6.ブックマーク数の格差が必要悪であることについて
【本話の要点】
・小説投稿サイトの盛り上がり具合と、ブックマークの格差とには、実は切ろうとしても切れない関係がある。小説投稿サイトを盛り上げたいのならば、格差にはある程度目をつぶらなくてはならない。格差を是正したいのならば、小説投稿サイトの盛り上がりは期待できなくなる。ところが小説投稿サイトが盛り上がりを欠いてしまえば、それはコンテンツとしてほとんど死刑宣告にひとしい。
・「小説家になろう」のウェブ戦略は正しいし、上手い。
話が膨らみすぎてしまったため、いったんこれまでの話を整理してみましょう。
項目2.においては、「『オレオ』という作品の意義は、カクヨムの仕様不良について問題提起したところにある」と指摘しました。
3.においては、「そのような『カクヨムの仕様不良』が是正されれば、ユーザーの期待に応えることになるのか」という点について問題提起しました。

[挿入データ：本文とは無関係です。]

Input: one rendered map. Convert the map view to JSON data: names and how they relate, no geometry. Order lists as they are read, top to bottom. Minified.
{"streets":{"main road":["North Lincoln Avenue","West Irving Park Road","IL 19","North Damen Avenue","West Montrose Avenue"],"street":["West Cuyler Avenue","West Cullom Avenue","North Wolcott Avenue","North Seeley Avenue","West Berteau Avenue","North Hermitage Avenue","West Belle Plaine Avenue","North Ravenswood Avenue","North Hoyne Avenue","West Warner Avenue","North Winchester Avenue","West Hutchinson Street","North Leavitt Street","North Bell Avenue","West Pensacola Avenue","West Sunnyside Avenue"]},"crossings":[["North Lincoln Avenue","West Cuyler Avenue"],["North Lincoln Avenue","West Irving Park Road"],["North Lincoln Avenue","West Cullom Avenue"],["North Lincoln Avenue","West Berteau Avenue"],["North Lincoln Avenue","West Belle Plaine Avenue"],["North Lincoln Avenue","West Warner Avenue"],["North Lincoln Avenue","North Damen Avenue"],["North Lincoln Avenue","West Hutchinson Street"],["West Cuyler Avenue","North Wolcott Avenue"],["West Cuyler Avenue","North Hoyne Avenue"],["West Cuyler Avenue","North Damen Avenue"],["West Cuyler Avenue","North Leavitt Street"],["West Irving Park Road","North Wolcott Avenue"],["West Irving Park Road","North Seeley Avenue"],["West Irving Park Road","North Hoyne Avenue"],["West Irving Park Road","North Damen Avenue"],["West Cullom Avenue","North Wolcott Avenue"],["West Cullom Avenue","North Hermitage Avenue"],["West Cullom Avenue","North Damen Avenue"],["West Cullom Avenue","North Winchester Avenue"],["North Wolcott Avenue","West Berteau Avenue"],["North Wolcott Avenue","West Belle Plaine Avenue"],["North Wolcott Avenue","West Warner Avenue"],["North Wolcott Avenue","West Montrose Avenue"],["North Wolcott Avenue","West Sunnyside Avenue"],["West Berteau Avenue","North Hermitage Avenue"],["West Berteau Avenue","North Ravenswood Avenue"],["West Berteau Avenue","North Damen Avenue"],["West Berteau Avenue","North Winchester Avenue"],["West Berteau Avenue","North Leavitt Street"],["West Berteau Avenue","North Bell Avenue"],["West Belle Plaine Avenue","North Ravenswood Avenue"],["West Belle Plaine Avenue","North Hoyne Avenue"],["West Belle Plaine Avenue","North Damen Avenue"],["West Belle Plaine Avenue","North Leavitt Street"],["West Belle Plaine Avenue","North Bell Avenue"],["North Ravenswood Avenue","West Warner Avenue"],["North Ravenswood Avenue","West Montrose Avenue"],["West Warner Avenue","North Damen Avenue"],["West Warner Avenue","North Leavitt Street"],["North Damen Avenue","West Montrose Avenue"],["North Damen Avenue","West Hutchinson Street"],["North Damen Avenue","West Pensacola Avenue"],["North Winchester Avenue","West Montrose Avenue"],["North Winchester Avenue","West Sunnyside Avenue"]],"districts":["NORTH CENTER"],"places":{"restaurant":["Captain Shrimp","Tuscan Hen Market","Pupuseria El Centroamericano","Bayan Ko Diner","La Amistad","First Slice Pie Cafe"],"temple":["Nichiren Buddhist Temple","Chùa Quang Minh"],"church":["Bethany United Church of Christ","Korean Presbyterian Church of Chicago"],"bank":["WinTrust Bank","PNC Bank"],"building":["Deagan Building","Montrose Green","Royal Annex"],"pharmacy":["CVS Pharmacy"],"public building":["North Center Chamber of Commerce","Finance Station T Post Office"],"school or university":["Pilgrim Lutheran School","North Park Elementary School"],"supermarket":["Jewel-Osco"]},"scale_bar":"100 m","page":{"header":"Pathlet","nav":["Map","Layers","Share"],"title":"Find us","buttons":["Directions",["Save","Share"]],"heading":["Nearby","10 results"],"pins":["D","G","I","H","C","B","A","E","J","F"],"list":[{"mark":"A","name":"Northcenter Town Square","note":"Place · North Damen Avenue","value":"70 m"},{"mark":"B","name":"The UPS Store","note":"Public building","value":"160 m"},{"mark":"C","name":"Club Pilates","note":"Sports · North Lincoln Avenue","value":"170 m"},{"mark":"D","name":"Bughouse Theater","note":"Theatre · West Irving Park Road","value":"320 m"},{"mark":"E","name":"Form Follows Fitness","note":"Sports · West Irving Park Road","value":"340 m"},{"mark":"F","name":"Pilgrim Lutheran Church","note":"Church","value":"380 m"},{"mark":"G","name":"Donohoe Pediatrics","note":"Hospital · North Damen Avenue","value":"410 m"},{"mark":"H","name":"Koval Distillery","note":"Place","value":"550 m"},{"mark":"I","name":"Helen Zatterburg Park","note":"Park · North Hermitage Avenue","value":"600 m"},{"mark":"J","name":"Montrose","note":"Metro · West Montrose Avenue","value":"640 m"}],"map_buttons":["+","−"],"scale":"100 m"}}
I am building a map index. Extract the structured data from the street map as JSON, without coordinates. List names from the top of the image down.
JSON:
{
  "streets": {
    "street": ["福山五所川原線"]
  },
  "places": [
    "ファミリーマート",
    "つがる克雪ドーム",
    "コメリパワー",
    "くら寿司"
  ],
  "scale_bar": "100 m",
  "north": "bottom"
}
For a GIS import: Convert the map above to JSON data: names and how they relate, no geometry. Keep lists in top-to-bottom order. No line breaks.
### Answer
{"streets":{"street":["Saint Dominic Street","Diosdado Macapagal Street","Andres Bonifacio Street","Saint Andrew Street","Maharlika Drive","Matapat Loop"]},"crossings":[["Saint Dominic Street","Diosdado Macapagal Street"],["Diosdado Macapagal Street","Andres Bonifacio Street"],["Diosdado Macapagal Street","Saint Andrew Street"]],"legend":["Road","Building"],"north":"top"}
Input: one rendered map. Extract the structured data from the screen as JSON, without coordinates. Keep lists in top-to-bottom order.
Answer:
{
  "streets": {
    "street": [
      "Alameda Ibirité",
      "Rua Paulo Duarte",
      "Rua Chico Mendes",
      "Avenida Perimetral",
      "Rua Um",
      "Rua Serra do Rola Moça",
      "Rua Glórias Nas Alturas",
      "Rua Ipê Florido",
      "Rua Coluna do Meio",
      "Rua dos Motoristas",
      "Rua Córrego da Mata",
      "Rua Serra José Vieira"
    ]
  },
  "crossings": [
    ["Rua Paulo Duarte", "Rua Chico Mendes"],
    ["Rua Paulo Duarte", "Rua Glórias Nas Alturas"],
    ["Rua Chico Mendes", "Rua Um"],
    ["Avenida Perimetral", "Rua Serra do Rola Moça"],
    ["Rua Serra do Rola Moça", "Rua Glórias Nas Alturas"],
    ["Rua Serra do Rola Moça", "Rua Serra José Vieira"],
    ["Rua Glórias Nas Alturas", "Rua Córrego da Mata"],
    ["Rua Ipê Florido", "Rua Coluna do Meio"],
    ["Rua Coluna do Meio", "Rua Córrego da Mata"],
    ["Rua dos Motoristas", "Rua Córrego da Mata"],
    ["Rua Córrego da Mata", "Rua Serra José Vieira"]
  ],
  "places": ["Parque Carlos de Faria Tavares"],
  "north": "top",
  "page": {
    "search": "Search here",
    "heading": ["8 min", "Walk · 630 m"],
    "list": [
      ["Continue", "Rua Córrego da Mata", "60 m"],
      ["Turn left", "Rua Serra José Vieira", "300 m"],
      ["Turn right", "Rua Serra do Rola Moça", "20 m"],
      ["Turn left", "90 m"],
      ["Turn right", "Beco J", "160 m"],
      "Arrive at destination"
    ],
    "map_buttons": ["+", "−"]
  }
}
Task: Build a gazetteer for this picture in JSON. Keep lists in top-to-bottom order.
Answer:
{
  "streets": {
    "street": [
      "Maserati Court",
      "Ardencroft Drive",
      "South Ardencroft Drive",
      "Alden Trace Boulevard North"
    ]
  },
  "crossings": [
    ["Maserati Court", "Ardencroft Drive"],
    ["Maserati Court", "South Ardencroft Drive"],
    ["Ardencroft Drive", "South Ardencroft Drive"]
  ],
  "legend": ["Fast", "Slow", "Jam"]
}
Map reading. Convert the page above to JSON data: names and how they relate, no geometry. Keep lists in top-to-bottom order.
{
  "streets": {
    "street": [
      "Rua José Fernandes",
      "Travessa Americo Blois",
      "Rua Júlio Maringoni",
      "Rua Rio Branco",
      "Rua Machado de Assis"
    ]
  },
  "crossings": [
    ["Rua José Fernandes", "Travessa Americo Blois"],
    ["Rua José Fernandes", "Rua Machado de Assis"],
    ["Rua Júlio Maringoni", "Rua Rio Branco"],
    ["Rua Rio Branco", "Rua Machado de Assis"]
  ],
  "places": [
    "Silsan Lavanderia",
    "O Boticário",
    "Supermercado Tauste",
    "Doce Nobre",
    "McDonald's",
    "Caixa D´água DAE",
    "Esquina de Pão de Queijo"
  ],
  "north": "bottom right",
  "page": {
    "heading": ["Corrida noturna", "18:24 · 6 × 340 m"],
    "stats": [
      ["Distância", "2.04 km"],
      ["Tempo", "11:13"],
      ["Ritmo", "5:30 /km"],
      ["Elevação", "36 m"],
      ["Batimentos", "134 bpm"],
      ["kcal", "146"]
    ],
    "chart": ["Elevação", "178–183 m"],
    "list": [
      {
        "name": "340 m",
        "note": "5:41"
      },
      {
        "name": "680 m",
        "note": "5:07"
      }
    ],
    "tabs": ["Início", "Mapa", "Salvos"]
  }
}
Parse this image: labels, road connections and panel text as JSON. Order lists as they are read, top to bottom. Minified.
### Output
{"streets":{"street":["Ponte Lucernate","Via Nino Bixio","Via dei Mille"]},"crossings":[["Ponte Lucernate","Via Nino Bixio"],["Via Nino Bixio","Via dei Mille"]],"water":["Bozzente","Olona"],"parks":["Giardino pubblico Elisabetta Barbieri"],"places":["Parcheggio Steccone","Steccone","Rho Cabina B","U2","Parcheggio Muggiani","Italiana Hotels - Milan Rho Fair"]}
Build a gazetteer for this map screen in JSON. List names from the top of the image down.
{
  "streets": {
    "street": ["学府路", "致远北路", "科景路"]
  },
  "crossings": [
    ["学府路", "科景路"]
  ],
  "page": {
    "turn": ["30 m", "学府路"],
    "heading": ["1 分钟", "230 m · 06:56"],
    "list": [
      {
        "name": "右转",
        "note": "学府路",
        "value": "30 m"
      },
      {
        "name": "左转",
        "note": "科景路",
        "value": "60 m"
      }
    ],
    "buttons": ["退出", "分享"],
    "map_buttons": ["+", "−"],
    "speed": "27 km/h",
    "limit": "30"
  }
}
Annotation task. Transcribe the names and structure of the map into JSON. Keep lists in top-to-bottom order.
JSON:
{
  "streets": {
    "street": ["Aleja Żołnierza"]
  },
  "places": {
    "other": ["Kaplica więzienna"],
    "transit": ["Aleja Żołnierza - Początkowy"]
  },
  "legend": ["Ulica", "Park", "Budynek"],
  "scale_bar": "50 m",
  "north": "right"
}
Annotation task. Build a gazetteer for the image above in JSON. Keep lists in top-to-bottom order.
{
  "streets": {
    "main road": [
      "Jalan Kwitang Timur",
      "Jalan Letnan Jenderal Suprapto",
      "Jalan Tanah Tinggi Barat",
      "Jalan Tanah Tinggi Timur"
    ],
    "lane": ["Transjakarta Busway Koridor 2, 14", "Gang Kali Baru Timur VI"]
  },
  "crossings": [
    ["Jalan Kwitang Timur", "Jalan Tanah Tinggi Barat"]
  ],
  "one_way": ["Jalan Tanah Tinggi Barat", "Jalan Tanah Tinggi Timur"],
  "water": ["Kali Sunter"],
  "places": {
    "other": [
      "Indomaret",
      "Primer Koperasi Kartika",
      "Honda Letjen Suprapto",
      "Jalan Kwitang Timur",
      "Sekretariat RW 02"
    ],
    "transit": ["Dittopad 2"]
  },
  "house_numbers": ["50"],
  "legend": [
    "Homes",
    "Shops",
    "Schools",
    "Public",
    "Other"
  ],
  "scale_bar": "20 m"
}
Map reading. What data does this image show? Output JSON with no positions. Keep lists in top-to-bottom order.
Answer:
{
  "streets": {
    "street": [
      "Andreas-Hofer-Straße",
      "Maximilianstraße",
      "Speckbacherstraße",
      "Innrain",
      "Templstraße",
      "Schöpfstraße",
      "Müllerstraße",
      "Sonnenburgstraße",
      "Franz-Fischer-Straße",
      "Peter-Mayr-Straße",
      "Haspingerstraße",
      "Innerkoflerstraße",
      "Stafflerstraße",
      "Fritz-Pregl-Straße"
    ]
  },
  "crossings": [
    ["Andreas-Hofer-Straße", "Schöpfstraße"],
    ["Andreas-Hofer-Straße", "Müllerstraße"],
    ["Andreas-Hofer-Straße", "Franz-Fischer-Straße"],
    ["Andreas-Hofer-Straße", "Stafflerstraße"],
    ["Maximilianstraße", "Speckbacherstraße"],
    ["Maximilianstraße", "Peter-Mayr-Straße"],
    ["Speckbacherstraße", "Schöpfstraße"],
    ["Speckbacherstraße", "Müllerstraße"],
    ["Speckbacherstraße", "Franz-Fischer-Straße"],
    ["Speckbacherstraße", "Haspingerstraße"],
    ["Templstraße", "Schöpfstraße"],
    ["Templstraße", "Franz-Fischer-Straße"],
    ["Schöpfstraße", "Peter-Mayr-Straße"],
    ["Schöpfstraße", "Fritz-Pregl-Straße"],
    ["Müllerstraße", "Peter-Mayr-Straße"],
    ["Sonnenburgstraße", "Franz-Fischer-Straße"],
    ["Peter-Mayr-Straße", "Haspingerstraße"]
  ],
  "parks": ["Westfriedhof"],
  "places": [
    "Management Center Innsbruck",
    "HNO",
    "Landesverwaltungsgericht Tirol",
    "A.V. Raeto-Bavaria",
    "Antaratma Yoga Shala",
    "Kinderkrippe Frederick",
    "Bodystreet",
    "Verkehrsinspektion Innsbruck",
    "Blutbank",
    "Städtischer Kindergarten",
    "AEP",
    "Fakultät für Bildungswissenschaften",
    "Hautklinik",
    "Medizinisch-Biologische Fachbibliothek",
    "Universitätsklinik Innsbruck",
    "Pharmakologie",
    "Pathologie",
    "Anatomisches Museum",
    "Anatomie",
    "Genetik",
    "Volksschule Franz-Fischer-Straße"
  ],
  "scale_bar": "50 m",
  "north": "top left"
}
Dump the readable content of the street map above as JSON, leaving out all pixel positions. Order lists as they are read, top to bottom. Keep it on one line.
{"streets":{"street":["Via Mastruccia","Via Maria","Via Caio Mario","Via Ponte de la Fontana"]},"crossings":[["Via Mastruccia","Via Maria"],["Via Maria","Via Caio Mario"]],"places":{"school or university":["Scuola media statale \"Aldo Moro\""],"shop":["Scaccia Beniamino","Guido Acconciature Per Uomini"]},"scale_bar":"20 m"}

続く項目4.、項目5.では「パレートの法則」について紹介し、「小説家になろうに見られるブックマーク数の格差も、各小説投稿サイト同士におけるアクセス数の格差も、実は共通のメカニズムに従っている」ということを示しました。
そしてこの6.の項目では、項目4.、項目5.の内容を踏まえた上で、項目3.において提起した2つの問題について答えを出してみたいと思います。
項目3.において提起した問題とは、「①カクヨムでは、ジャンルを横断してブックマークがつく、緩やかな多様性が生み出されるのではないか」と「②カクヨムでは、仮に一部のジャンルが主流になろうとも、そのジャンルは『小説家になろう』とは異なったものであり、かつブックマークの格差も『小説家になろう』よりは小さくなるのではないか」という2つ期待が、実現するか否か、ということを指しています。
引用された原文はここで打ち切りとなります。